Last updated on March 2nd, 2023 at 09:26 am
Peter Drucker said everything is either marketing or innovation. With digital, the new saying could be that all marketing is content.
And it’s not just marketing. We marketers are actually late to the game. Think about the amount of content being created for training, education and HR (as in best practices, not employees) that goes uncategorized and unused. Content optimization and efficiency becomes a determining factor in whether a company dies or thrives. Companies like OpenText thrive by organizing these assets into systems for customers.
Should brands have a chief content officer? Yes, because content is what defines a company. How and what is produced, how that content is managed and valued, how easily accessible it is, can change businesses.
Accompanying the rise of the content officer will be the community officer. Prediction: this role will fold in customer service and HR, who essentially serve the same audience, though we treat them differently today. Employees and customers are an extended part of the same audience, parts of the business’ larger community. These two functions will act as a check and balance on each other: community will validate and co-create different types of content, both organic (originating out of the community) and seeded (initiated by the company).
Understanding what content, what information, which employee resources, training guides, instructions, product showers, are consumed both internally and externally; and what is never looked at is hugely powerful insight into the behaviour, needs and existing communication gaps with two critical audiences: employees and customers/ prospects. Knowing how, when and where, (not individually but in the aggregate) content is being consumed can be more powerful than existing forms of research because it is capturing observed, genuine behaviour versus asking about perceived or remembered actions.
That’s right, a byproduct of focusing on content may be one of the most powerful human insight engines ever constructed. Because actions on content – what they read in the workplace and when, what they read it on, how, what they don’t read and why – all of this is behavioural data, not surveying. It is what people actually do.

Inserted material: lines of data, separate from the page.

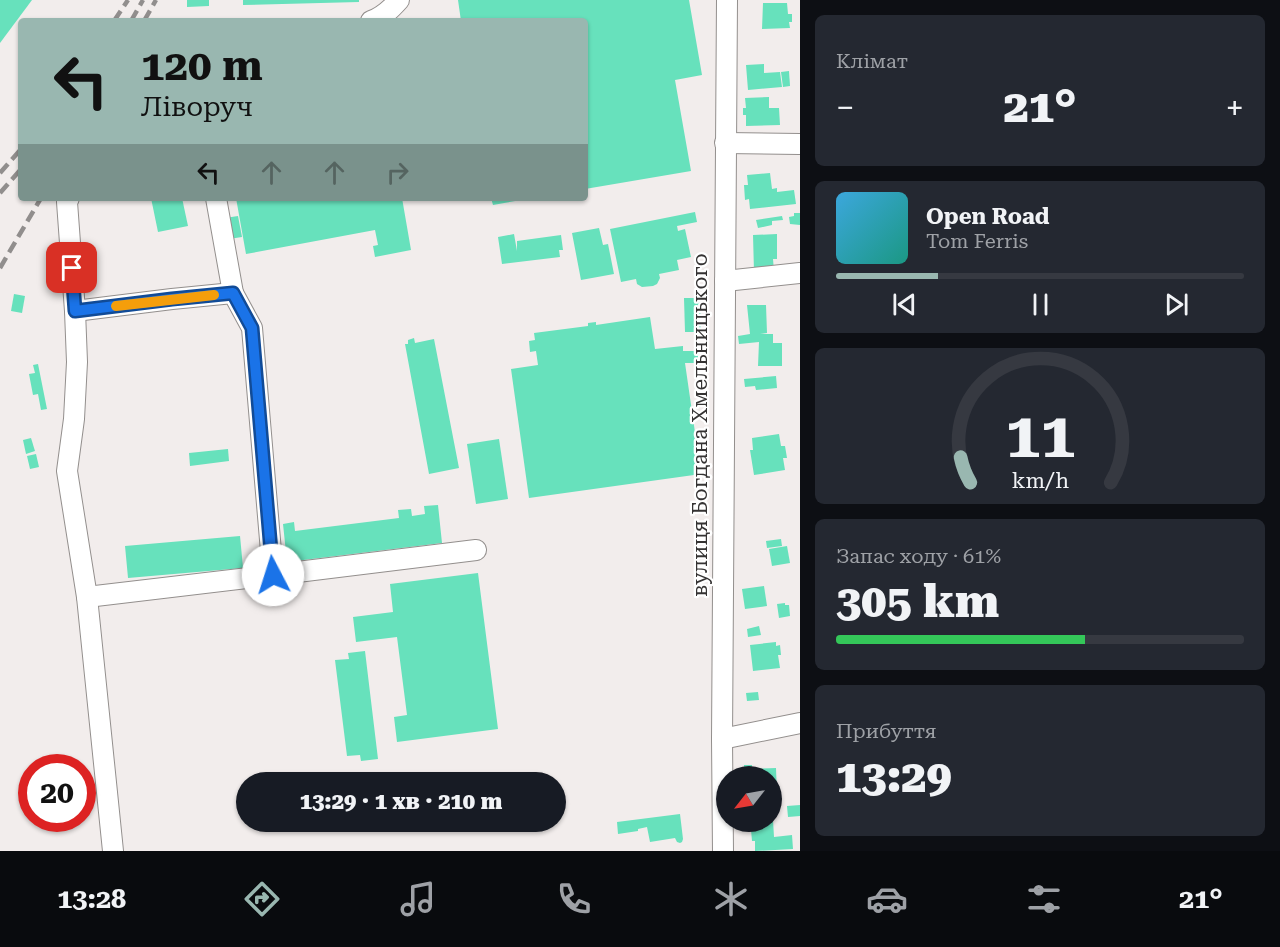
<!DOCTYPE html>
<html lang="uk">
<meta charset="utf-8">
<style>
:root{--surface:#171b24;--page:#242831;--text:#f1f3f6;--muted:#9ea1a6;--line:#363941;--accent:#99b7b0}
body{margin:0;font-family:"Roboto Serif",serif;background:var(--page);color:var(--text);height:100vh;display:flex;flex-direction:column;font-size:22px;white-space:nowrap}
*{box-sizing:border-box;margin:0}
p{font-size:20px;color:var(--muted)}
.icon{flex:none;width:33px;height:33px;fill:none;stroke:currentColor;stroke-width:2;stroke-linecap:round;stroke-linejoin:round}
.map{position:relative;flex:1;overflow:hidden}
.drawer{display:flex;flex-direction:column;gap:15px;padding:15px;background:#0d0f14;width:480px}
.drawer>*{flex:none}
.top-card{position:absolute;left:18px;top:18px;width:570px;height:183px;border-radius:6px;box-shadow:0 2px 4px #0004;background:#99b7b0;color:#111;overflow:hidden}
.needle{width:39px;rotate:239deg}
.tools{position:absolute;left:716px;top:766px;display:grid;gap:12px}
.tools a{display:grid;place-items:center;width:66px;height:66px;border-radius:50%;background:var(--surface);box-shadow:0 2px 4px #0004;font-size:30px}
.speed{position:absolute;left:18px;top:754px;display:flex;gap:12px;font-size:30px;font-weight:700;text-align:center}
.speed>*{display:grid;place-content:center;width:78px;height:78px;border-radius:50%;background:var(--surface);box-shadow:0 2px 4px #0004;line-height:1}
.speed .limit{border:9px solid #d22;background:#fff;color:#111}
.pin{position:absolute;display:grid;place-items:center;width:51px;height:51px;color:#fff;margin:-26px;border-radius:12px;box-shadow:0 3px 9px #0006}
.me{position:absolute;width:66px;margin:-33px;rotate:355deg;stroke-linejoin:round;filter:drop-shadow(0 0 4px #0008)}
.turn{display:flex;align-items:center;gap:21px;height:126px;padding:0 24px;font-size:27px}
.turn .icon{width:78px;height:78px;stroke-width:2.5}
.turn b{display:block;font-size:42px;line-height:51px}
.lanes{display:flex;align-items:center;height:57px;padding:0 24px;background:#0003;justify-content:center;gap:30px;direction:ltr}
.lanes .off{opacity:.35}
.big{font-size:45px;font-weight:800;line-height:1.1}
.drawer .widget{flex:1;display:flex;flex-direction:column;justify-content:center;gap:9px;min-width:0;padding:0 21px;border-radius:9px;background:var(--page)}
.drawer .dial{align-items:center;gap:0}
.dial svg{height:156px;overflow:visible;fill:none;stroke:var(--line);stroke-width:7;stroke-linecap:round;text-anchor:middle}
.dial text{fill:var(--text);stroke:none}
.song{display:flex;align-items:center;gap:18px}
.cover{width:72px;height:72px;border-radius:9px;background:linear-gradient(135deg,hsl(200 70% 55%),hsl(170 70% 35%))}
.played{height:6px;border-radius:3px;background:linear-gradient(90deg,var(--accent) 25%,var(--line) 25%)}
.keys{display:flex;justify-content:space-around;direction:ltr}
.heat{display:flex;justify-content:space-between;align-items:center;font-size:33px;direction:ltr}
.charge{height:9px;border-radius:4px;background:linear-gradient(90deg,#34c759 61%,var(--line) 0)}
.trip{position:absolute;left:236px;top:772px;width:330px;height:60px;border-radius:30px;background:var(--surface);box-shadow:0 2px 4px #0004;font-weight:800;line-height:60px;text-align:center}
.tabs{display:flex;height:96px;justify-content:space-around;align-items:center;background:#090b0e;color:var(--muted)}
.tabs .icon{width:42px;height:42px}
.tabs .selected{color:var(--accent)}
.tabs b{font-size:27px;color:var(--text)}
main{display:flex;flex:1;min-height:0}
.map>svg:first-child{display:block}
.building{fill:#67e1bc}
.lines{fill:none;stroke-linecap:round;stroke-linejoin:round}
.minor-casing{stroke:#938f8d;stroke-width:22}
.minor{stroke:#fff;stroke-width:20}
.rail{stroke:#918e8d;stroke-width:4.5;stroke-dasharray:12 6;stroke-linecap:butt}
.route-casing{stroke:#114b97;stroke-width:15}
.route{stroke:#1a73e8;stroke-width:10}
.slow{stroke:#f59e0b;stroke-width:10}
.labels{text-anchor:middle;stroke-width:4.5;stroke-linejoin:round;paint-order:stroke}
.street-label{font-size:21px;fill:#353333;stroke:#fff}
</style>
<main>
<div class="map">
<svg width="800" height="851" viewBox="0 0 800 851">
<rect width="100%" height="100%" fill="#f2edec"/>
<g class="building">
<path d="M0 0H32L0 43Z"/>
<path d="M187 0H209V6L187 7Z"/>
<path d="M243 0H359V2L243 5Z"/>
<path d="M458 0H689L702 75 675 80 691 171 585 189V21H461Z"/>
<path d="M763 3H787L788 14H792V22H789L790 28 762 29Z"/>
<path d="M764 64V73L780 72 782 87 748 90 746 65Z"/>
<path d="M789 71 790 86 783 87 781 72Z"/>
<path d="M769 97V108H779L780 125 746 126V115H743V108H746L745 98Z"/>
<path d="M770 173 772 189 777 188V192L794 190 796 204 750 209 749 199 745 200 744 185H748L747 175Z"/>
<path d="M151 198H182L188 226 158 232Z"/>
<path d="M236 198H402L411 250 375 257 373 246 378 245 375 230 246 254Z"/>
<path d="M491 198H527V199L493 205Z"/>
<path d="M695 212 697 222 677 226 678 231 685 229 691 257 677 260 679 270 659 274 660 278 657 284 653 286 642 287 637 284 636 279 621 282 610 229Z"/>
<path d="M794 213H800V225L790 224 789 217 794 216Z"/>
<path d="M238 216 242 237 229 239 225 218Z"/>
<path d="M782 216 783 220 772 221V225L758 228 756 220Z"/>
<path d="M599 228 603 245 608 244 614 274 581 280 572 233Z"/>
<path d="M514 234 517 251V241L561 235 563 250H559L560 257 502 264 498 237Z"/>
<path d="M777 234V259H765H773L774 271 754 272 753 235Z"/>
<path d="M14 294 25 296 22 313 11 311Z"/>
<path d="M684 298H700L701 332H685Z"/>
<path d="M747 305H766L767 333 760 334H773V343H782V366H758L759 342 739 344 738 336 750 334Z"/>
<path d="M650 317 655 349 683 346V351H698V363H685L701 474 529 498 511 369 538 365 536 351 530 352 529 341 535 340 534 333 588 326V323L596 322V325Z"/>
<path d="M414 338 415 343 434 339 459 468 429 474 405 344H408V340Z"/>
<path d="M38 364 47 409 41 410 38 394 33 395 29 374 35 373 33 365Z"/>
<path d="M776 376 777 388 756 390 755 386 745 387 744 379Z"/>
<path d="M779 434 781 446H785L787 458H783L785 470 754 475 750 450H753L752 438Z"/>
<path d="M31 438 35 451 26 454 23 440Z"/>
<path d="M499 439 508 499 476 504 467 444Z"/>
<path d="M228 449 229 461 190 466 189 453Z"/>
<path d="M36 454 39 467 30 469 27 456Z"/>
<path d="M438 505 442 543 287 562 283 524 294 522 295 531 399 518 398 510 411 509 412 516 425 514 424 506Z"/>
<path d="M240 536 243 568 128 578 125 546Z"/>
<path d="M781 539 782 546 767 548 766 541Z"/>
<path d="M787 546 790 563 772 566 769 549Z"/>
<path d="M478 573 498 729 397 742 394 717 407 715 397 637 356 642 353 617 393 612 390 584Z"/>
<path d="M764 586 767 606 745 609 742 589Z"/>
<path d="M785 603V605H789L790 616 779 618 777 604Z"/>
<path d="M759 626 761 635 748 637 747 629Z"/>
<path d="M776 642V646L780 645 781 655H778L780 668 753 671 750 645Z"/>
<path d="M365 651 378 759 361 761 360 755 347 756 335 660 349 659 348 653Z"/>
<path d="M758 692 759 700 747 701 746 693Z"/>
<path d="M744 765H752V769L776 768 777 794H771V777H744Z"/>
<path d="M800 805V816L788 817 787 806Z"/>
<path d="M680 814 683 839 682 842 680 843 677 842 675 838 650 842 647 827 638 829V831L618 834 617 822Z"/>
<path d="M771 820H773L774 837 792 835 793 849 755 851V841H752L751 830H755L754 822H771Z"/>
</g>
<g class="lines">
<defs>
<g id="minor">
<path d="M371 21C383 17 391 9 399 0"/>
<path d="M725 143 800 144"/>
<path d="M69 198 67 202 75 311 77 362 74 419 67 471 87 597 113 851"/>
<path d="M216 198 233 293"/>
<path d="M725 281 800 273"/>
<path d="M75 311 172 299 233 293 252 328 273 575"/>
<path d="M87 597 273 575 476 550"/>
<path d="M722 739 800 723"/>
<path d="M723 851 722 739 727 0"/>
</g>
</defs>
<use href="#minor" class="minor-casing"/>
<use href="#minor" class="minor"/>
<g class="rail">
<path d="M114 21 128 0"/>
<path d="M131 21 143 0"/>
<path d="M144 21 156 0"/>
<path d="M0 173 21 149"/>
<path d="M0 193 21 169"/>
<path d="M0 268 41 198"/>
</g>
</g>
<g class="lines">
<defs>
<path id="route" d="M72 268 75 311 172 299 233 293 252 328 273 575"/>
</defs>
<use href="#route" class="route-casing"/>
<use href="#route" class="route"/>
<path class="slow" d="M116 306 214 295"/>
</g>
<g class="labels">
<g class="street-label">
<text transform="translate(700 425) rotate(-90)" y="7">вулиця Богдана Хмельницького</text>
</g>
</g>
</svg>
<div class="tools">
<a><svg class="needle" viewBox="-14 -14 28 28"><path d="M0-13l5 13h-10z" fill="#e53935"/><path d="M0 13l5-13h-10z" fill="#9ea1a6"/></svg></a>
</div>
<div class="speed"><div class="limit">20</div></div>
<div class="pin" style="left:72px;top:268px;background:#d93025"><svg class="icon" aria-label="arrive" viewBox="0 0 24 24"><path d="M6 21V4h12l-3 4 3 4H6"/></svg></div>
<svg class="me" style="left:273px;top:575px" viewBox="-20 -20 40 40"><circle r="19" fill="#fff"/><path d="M0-13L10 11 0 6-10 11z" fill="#1a73e8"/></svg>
<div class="trip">13:29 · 1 хв · 210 m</div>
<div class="top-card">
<div class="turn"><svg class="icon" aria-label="left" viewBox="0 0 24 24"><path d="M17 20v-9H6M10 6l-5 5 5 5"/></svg><div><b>120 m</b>Ліворуч</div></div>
<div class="lanes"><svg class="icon" aria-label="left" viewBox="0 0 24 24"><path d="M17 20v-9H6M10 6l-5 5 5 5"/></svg><svg class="icon off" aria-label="ahead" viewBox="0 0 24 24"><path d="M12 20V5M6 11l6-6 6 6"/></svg><svg class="icon off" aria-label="ahead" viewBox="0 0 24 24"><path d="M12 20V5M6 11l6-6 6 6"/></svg><svg class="icon off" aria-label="right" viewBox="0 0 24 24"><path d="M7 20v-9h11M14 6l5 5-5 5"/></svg></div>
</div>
</div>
<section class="drawer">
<div class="widget"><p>Клімат</p>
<div class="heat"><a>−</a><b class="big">21°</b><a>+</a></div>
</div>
<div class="widget">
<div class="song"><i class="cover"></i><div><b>Open Road</b><p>Tom Ferris</p></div></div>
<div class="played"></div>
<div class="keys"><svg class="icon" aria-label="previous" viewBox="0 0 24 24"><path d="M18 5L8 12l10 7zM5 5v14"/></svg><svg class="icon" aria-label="pause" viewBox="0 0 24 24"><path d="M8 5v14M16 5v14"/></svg><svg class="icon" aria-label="next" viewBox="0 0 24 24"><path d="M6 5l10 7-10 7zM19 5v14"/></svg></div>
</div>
<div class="widget dial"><svg viewBox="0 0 100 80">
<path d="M14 69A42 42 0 1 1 86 69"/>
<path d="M14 69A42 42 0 0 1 9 56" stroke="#99b7b0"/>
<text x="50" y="56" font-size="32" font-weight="700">11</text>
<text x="50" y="72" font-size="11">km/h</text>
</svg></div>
<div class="widget"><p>Запас ходу · 61%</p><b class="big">305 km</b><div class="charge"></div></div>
<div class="widget"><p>Прибуття</p><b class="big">13:29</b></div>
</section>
</main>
<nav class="tabs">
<b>13:28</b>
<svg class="icon selected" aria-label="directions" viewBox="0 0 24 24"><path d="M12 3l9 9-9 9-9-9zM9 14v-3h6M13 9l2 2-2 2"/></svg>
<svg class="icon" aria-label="music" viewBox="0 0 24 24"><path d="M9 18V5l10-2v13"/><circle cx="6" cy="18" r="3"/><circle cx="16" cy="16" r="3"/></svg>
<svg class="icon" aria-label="phone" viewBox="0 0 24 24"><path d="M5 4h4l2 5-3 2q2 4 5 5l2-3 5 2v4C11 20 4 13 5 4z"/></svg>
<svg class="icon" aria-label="climate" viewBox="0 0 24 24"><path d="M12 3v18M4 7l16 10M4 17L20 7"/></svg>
<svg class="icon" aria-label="car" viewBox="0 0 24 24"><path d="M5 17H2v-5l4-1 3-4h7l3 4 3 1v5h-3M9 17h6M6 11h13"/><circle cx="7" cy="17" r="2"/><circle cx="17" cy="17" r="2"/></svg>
<svg class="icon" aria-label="filters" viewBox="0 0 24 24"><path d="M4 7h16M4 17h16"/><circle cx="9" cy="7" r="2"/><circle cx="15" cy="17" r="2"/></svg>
<b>21°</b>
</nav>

This triumvirate of content, community and embedded analytics, in partnership with technology and finance, will rule the world of business in 10 years. It makes business efficient and understandable. It will also likely result in a reckoning for large parts of the marketing industry. Large parts of marketing can be automated based on these insights; we see the start of it today with the rise of chatbots, gathering insights as quickly as they are responding to questions.
Never discount the totemic power of a great ad, however; advertising will complement this evolution and will never die. The cycle of awareness (advertising), information interest and intent to take action will increasingly be measured and become the engine that drives both faster, more intelligent, employee oriented organizational change, and product/service evolution.